◆ **What you are asked to do**
Copy word for word, and only, the lines below from the one with "Serialize what can" through the last.

── Records supplied

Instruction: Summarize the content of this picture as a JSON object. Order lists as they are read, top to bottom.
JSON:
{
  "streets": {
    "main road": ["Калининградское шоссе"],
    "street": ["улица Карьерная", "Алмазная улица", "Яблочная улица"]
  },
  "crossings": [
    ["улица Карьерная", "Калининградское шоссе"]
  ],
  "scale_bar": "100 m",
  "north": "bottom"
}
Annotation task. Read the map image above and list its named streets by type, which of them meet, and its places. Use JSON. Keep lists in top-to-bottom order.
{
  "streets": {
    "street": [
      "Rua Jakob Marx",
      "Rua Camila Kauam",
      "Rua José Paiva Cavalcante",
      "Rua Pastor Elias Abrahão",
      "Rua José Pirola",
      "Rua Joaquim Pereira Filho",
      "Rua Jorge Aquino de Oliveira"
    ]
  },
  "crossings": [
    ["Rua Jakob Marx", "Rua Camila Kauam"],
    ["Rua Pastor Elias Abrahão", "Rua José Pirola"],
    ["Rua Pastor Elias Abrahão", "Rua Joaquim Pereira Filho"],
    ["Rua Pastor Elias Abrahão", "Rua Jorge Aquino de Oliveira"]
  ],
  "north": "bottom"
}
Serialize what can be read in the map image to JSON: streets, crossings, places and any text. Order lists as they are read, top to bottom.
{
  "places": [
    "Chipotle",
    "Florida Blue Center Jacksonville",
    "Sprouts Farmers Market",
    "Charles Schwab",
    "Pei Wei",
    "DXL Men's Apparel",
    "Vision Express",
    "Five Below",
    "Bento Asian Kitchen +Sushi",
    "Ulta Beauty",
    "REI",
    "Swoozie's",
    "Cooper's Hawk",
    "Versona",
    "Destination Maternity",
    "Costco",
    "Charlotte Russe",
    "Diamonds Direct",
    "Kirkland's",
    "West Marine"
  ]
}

────

◆ **Answer to this exercise**
Serialize what can be read in the map image to JSON: streets, crossings, places and any text. Order lists as they are read, top to bottom.
{
  "places": [
    "Chipotle",
    "Florida Blue Center Jacksonville",
    "Sprouts Farmers Market",
    "Charles Schwab",
    "Pei Wei",
    "DXL Men's Apparel",
    "Vision Express",
    "Five Below",
    "Bento Asian Kitchen +Sushi",
    "Ulta Beauty",
    "REI",
    "Swoozie's",
    "Cooper's Hawk",
    "Versona",
    "Destination Maternity",
    "Costco",
    "Charlotte Russe",
    "Diamonds Direct",
    "Kirkland's",
    "West Marine"
  ]
}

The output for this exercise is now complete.